Sounds a lot like another space epic that just ended a few years back, doesn’t it? It’s not quite the same, but there are ripples of those Shakespearean twists that Star Wars employed so well throughout the film. Dune very much succeeds on its own merits, however and that’s not just thanks to Villeneuve’s specific direction and eye for visual acuity. The performances are top notch, and this has to be Chalamet’s best showing since his Oscar-nominated turn in Call Me by Your Name…I’d even say there are times when its better. Acting can get lost in these spectacles but Chalamet doesn’t let that important aspect slip. Neither do Ferguson, Isaac, or terrific supporting players Josh Brolin (Oldboy) and Sharon Duncan-Brewster (Rogue One: A Star Wars Story) playing allies to Atriedes that fend off attacks from all sides. Billed high but seen little is Zendaya (Malcolm & Marie), though she’ll be kept busy enough…later.

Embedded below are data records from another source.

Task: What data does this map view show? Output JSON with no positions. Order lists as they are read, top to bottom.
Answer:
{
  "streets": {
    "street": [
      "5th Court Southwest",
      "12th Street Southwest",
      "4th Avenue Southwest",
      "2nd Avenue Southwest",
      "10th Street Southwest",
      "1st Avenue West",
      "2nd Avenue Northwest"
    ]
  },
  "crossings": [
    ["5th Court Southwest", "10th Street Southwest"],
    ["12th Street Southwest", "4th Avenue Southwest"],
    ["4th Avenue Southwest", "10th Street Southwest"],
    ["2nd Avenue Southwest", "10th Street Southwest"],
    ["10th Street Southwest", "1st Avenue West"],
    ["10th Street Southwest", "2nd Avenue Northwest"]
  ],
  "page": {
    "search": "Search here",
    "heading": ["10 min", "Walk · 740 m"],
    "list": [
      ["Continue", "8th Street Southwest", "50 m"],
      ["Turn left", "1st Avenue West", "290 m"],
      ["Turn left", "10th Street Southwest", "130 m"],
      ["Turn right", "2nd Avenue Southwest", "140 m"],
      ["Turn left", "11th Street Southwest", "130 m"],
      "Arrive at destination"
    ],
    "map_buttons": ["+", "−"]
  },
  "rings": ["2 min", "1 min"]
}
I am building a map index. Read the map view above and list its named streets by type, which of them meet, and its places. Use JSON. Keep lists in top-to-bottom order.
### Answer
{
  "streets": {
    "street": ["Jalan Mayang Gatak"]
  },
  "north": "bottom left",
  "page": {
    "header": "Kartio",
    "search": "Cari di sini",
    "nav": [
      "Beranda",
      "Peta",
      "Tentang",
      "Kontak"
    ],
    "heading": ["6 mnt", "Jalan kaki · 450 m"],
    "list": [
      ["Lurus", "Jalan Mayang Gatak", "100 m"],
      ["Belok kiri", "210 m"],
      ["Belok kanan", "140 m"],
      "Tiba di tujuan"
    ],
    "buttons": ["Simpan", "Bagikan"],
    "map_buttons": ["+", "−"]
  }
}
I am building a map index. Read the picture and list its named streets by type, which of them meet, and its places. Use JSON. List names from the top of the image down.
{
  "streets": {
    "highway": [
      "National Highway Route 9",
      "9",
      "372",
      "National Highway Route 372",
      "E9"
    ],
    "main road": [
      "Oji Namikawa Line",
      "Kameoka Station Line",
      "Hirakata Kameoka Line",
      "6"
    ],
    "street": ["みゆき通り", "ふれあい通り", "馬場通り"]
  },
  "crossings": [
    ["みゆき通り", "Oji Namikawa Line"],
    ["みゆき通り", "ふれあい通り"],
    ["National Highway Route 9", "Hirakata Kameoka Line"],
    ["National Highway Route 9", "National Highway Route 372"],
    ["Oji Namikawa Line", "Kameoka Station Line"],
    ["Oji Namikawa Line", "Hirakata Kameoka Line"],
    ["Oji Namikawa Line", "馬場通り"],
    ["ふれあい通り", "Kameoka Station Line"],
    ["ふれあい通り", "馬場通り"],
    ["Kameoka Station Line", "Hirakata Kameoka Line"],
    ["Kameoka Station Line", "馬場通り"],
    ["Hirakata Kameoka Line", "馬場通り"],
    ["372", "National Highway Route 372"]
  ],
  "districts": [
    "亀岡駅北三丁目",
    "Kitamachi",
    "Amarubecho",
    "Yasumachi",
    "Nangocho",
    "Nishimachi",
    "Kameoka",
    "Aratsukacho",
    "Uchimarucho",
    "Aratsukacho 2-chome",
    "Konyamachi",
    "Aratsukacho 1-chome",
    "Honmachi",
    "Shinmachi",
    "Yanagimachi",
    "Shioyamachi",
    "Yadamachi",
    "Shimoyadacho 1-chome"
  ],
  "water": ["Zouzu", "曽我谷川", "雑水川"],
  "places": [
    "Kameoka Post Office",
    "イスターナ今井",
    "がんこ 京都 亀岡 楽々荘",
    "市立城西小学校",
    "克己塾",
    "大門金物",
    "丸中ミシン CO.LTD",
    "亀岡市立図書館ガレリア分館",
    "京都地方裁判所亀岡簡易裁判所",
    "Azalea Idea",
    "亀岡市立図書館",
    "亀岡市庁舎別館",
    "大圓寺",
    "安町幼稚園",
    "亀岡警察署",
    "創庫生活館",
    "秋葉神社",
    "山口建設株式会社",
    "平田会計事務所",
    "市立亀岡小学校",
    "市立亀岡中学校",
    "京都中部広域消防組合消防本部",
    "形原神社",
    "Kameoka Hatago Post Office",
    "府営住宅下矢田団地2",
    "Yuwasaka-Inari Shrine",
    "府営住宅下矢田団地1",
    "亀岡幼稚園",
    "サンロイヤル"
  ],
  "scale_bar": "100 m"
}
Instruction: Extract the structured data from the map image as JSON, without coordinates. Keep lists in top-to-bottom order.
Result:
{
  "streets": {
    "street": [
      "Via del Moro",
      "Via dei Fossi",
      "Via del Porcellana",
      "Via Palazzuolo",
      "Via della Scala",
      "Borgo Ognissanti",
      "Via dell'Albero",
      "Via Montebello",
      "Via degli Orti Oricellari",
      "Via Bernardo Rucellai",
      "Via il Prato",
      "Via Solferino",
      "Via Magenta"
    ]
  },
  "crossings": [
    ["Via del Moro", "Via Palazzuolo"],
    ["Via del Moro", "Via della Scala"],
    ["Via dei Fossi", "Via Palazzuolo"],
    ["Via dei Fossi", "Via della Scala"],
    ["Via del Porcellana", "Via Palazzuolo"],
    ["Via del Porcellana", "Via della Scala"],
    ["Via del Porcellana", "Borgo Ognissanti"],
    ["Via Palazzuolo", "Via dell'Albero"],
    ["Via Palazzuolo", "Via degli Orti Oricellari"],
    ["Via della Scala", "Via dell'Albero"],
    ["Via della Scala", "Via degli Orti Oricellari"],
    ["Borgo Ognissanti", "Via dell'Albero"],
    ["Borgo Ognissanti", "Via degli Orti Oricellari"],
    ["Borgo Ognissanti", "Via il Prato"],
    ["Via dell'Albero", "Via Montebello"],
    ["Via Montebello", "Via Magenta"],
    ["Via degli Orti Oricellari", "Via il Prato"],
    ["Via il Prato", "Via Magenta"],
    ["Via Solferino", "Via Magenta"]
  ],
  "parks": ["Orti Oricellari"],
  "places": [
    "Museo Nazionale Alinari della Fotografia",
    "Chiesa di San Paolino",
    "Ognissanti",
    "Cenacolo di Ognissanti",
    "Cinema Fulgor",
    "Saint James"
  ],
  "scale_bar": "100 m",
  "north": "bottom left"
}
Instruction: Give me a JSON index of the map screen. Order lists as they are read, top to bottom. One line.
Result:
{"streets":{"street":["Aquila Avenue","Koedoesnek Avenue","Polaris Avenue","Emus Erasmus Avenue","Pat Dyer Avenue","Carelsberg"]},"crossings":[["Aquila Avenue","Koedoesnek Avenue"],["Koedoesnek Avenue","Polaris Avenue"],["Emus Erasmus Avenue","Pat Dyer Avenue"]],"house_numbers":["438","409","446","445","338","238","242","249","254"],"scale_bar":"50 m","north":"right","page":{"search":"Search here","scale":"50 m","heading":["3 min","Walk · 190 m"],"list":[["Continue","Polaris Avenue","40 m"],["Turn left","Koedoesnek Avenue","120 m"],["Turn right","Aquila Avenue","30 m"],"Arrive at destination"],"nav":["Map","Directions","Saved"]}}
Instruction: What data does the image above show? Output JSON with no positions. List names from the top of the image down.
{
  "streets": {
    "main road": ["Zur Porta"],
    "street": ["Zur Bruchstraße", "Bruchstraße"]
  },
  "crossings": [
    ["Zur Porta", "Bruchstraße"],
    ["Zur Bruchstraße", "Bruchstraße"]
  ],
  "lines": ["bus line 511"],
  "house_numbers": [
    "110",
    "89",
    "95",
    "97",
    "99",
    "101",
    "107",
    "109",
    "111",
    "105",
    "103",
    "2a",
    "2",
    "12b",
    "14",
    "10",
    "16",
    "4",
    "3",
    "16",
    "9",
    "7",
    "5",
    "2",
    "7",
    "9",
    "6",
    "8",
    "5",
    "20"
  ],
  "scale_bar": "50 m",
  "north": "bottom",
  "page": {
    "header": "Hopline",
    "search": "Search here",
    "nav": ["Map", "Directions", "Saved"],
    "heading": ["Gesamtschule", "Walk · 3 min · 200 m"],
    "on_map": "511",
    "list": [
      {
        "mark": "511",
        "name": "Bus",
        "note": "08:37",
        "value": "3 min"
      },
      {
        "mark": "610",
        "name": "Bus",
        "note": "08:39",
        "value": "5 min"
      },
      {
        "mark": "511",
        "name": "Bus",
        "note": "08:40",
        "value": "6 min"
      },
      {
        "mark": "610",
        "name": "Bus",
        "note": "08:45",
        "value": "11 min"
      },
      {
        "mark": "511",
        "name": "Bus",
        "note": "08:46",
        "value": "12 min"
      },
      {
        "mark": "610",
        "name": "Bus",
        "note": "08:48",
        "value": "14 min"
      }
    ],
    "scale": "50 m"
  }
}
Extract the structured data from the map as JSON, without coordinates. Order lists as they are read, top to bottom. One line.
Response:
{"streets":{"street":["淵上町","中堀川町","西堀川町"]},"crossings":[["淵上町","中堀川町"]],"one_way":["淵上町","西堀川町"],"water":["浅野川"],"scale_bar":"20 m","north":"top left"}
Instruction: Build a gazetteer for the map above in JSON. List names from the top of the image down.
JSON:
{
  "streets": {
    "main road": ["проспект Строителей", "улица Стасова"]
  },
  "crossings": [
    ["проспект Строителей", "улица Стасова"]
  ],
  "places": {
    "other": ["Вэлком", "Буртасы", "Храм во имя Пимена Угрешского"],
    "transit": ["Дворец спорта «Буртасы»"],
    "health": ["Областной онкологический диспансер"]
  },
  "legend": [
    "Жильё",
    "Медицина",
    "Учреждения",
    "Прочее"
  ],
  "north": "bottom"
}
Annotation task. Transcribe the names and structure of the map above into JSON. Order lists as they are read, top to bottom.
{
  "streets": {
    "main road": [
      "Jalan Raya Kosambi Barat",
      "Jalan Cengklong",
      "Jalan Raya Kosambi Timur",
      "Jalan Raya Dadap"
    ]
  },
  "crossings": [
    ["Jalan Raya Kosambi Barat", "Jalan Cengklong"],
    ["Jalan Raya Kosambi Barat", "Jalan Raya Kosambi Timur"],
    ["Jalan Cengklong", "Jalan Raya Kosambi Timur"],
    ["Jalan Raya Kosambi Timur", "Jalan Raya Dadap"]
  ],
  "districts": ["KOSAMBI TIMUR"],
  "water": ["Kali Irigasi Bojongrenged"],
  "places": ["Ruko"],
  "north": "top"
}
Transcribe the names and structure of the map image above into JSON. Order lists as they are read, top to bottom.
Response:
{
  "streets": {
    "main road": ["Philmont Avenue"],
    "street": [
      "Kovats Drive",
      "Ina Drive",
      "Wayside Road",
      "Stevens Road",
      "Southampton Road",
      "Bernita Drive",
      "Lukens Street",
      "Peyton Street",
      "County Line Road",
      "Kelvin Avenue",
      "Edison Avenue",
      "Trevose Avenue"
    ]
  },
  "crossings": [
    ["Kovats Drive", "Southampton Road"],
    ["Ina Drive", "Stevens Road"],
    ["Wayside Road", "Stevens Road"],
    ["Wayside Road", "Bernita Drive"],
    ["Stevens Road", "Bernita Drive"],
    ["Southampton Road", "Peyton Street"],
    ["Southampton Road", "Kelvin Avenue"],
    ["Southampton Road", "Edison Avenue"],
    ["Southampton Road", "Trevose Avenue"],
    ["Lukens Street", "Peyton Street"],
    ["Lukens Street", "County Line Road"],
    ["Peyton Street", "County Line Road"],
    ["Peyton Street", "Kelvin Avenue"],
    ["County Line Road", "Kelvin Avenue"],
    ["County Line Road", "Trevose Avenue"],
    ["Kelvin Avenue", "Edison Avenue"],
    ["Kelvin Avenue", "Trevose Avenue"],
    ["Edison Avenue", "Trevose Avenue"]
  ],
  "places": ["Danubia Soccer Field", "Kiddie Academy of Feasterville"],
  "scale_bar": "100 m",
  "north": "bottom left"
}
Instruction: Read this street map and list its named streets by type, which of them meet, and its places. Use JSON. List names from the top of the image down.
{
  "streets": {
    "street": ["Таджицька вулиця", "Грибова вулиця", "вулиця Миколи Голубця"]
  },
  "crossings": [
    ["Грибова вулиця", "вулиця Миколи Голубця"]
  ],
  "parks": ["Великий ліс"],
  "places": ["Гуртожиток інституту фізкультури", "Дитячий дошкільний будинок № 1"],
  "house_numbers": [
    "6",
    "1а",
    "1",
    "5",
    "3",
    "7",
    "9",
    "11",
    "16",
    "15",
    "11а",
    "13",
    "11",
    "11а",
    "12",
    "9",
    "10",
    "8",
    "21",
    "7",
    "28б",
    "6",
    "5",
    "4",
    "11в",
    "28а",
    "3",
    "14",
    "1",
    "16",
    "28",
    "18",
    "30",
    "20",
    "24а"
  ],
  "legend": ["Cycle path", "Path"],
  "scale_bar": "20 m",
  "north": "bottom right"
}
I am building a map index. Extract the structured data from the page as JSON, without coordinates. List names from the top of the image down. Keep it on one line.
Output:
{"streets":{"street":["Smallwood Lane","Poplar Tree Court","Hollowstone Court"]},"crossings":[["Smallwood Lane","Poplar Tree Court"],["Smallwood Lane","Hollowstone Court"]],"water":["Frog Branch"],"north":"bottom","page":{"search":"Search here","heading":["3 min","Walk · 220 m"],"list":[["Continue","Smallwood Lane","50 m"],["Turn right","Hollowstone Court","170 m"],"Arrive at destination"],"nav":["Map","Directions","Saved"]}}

Ah…the later aspect of Dune. It’s now well known this film is but the first chapter of a longer series but how many more and how long will we need to wait until the next one arrives? Even knowing this is the initial entry point into this world shouldn’t dissuade you from getting out to this one because it’s as standalone a film as can be, with its own thrills and humungous set-pieces that make for breathless action sequences. At times I wished for subtitles because the sound design is often as complex as the story…but that’s what a home rewatch is for. And I’ll be getting to that as soon as I’m through with this review. Spice up your life and climb this mountain as soon as possible.